Gene Therapy, Results

Bluebird’s gene therapy shows promise in keeping lethal Lorenzo’s Oil disease in check

Bluebird Bio CEO Nick Leschly Image: Getty


After an average of 29 months following a one-time gene therapy infusion, a clear majority of boys suffering from lethal cases of cerebral adrenoleukodystrophy were alive and free of major complications from the disease — the primary endpoint in the Phase II/III study sponsored by bluebird bio $BLUE.

Publishing in the New England Journal of Medicine, investigators at Dana-Farber, Boston Children’s Hospital and Mass General recruited 17 patients with this disease, making it one of the largest gene therapy studies now underway. And they concluded that at this interim stage they have good evidence of disease stability for this very vulnerable group, with 88% still alive and complication free.

The publication amplifies the initial interim results posted last summer, with bluebird noting that they’ll be adding more results at an upcoming scientific conference.

One of the patients died from the disease — popularly known as Lorenzo’s Oil disease — and another has suffered severe and rapid disease progression.

That all still meets bluebird’s predefined benchmark for success, which was pegged at 76%.

There was one severe adverse event linked to the therapy, viral cystitis, but the investigators say that case was resolved.
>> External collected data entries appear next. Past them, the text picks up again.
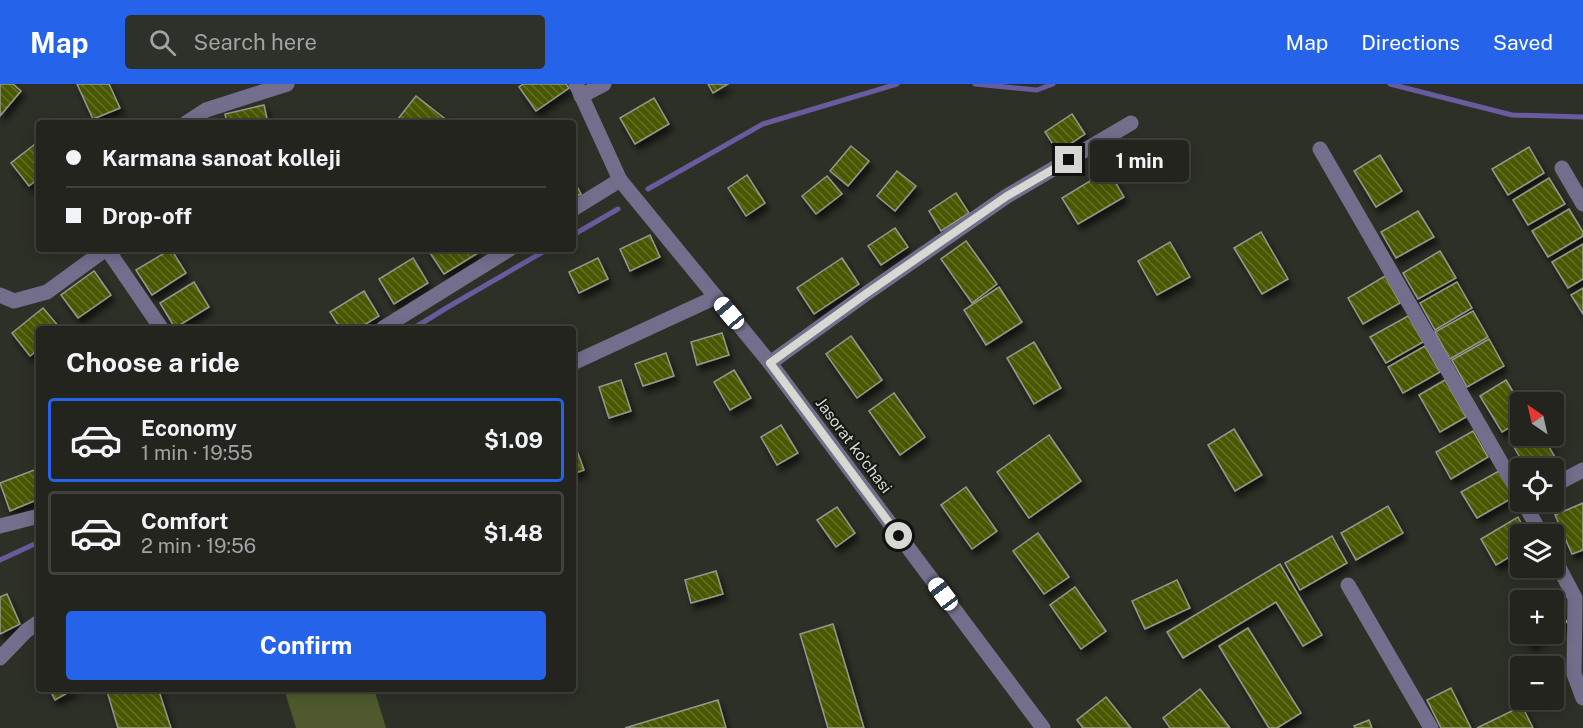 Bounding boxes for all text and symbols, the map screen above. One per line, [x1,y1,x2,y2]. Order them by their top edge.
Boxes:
search box [125,15,545,69]
text: Map [30,26,89,59]
icon: search [146,26,179,59]
text: Search here [194,29,317,55]
text: Map [1286,30,1328,55]
text: Directions [1361,30,1460,55]
text: Saved [1493,30,1553,55]
callout: 1 min [1090,139,1189,181]
text: Karmana sanoat kolleji [102,145,341,171]
route end [1055,146,1082,173]
text: 1 min [1115,149,1164,173]
text: Drop-off [102,203,192,229]
car [711,293,747,333]
text: Choose a ride [66,346,240,378]
north arrow [1510,392,1564,446]
map controls [1510,392,1564,710]
street label: Jasorat ko'chasi [811,394,896,497]
icon: car [69,413,123,467]
text: Economy [141,415,237,441]
text: $1.09 [484,427,543,453]
text: 1 min · 19:55 [141,441,253,465]
button: locate [1510,458,1564,512]
icon: car [69,506,123,560]
text: Comfort [141,508,228,534]
text: $1.48 [484,520,543,546]
route start [885,522,912,549]
button: layers [1510,524,1564,578]
text: 2 min · 19:56 [141,534,256,558]
car [925,574,961,614]
button: + [1510,590,1564,644]
button: Confirm [66,611,546,680]
button: − [1510,656,1564,710] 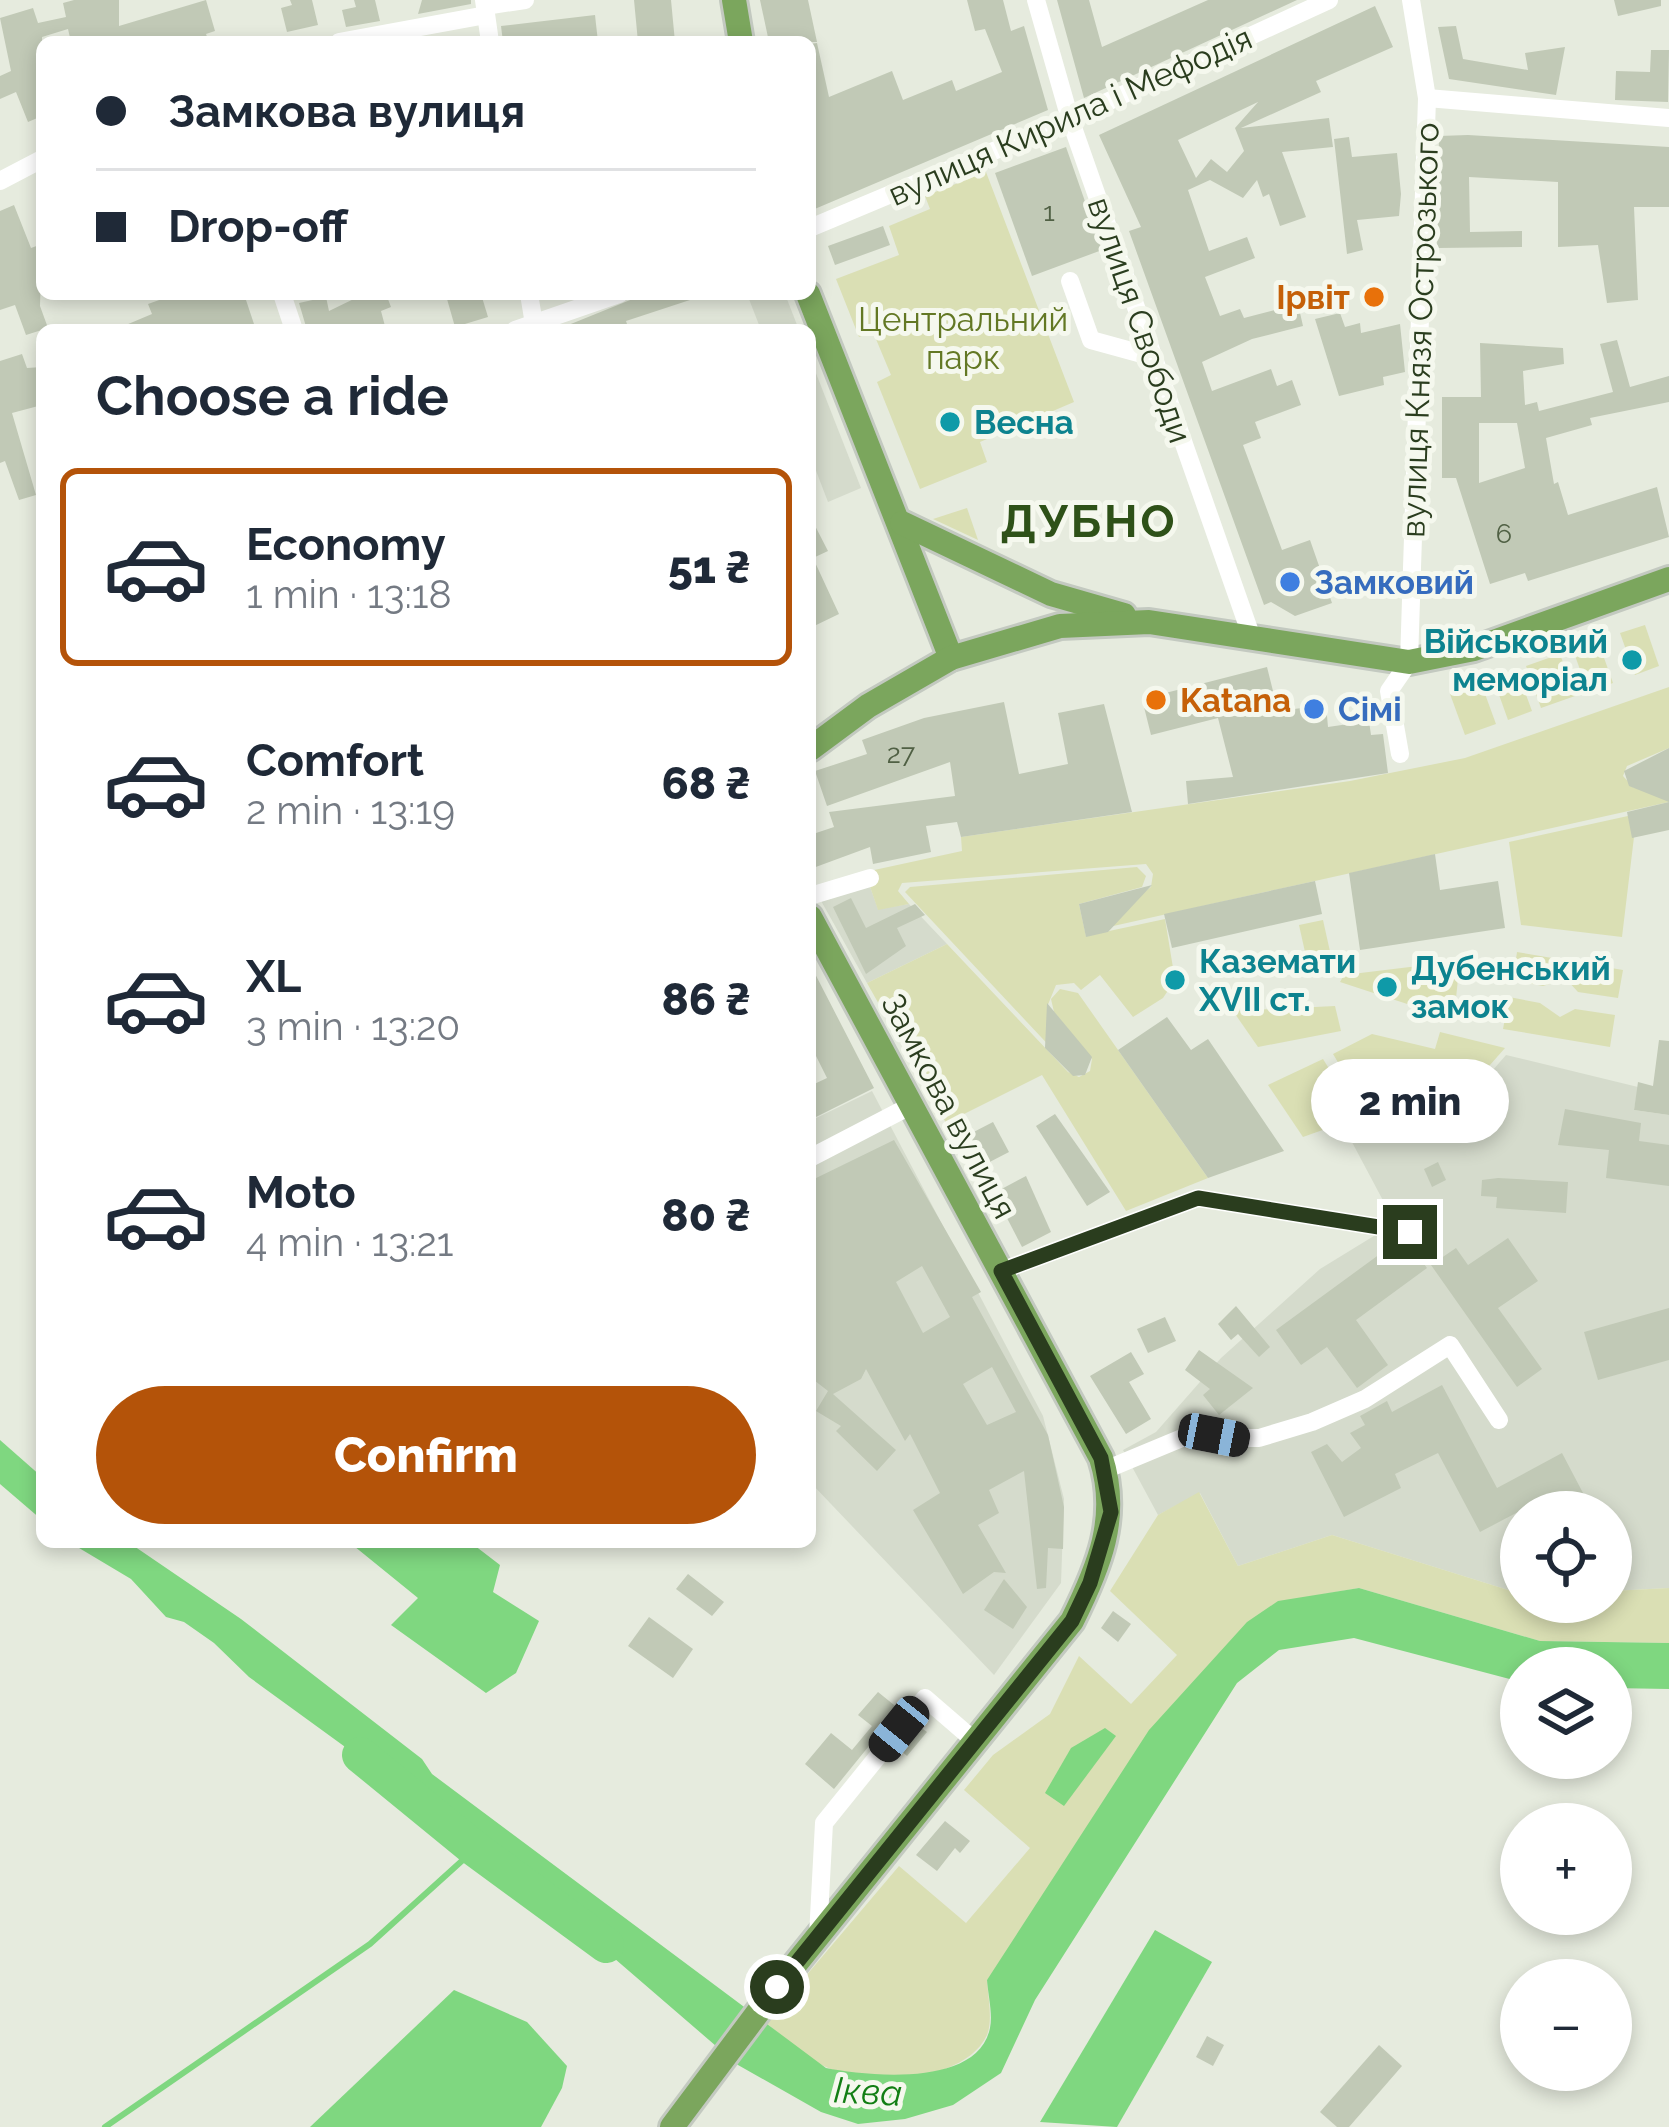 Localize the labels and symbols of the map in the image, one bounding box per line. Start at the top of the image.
street label: вулиця Кирила і Мефодія [882,18,1258,214]
street label: вулиця Князя Острозького [1393,122,1447,538]
street label: вулиця Свободи [1080,192,1200,448]
house number: 1 [1043,196,1055,227]
place label: Ірвіт [1276,278,1350,317]
marker: Ірвіт [1361,284,1387,310]
park label: Центральний парк [858,300,1068,377]
place label: Весна [974,403,1074,442]
marker: Весна [937,409,963,435]
district label: ДУБНО [1001,495,1177,548]
house number: 6 [1496,518,1512,549]
place label: Замковий [1314,563,1474,602]
marker: Замковий [1277,569,1303,595]
place label: Військовий меморіал [1424,622,1608,699]
marker: Військовий меморіал [1619,647,1645,673]
place label: Katana [1180,681,1291,720]
marker: Katana [1143,687,1169,713]
place label: Сімі [1338,690,1402,729]
marker: Сімі [1301,696,1327,722]
house number: 27 [887,738,916,769]
place label: Каземати XVII ст. [1198,942,1356,1019]
place label: Дубенський замок [1411,949,1611,1026]
marker: Каземати XVII ст. [1162,967,1188,993]
marker: Дубенський замок [1374,974,1400,1000]
street label: Замкова вулиця [873,987,1025,1225]
callout: 2 min [1311,1058,1509,1142]
route end [1383,1205,1437,1259]
car [1175,1410,1253,1460]
car [862,1690,936,1768]
route start [750,1960,804,2014]
water label: Іква [833,2068,903,2114]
And while adverse events were also attributed to the myeloablative chemotherapy used to prep patients, there was no evidence of graft versus host disease or infections from the therapy.

According to the researchers, bluebird execs are engaged in talks with regulators about getting the gene therapy approved for use.

Adrian Thrasher

“This data we are seeing from this study of gene therapy is a really exciting development for boys with CALD. Not only does the data show that Lenti-D has the potential to minimize further progression of this devastating disease, but the technique also avoids the need for a matched bone marrow donor, which can be difficult to find and can delay vital treatment,” said Professor Adrian Thrasher, pediatric immunologist at Great Ormond Street Hospital and co-investigator of the study. “The results from this trial thus far are very encouraging and will pave the way for further development of state-of-the-art treatments for children with life-limiting conditions.”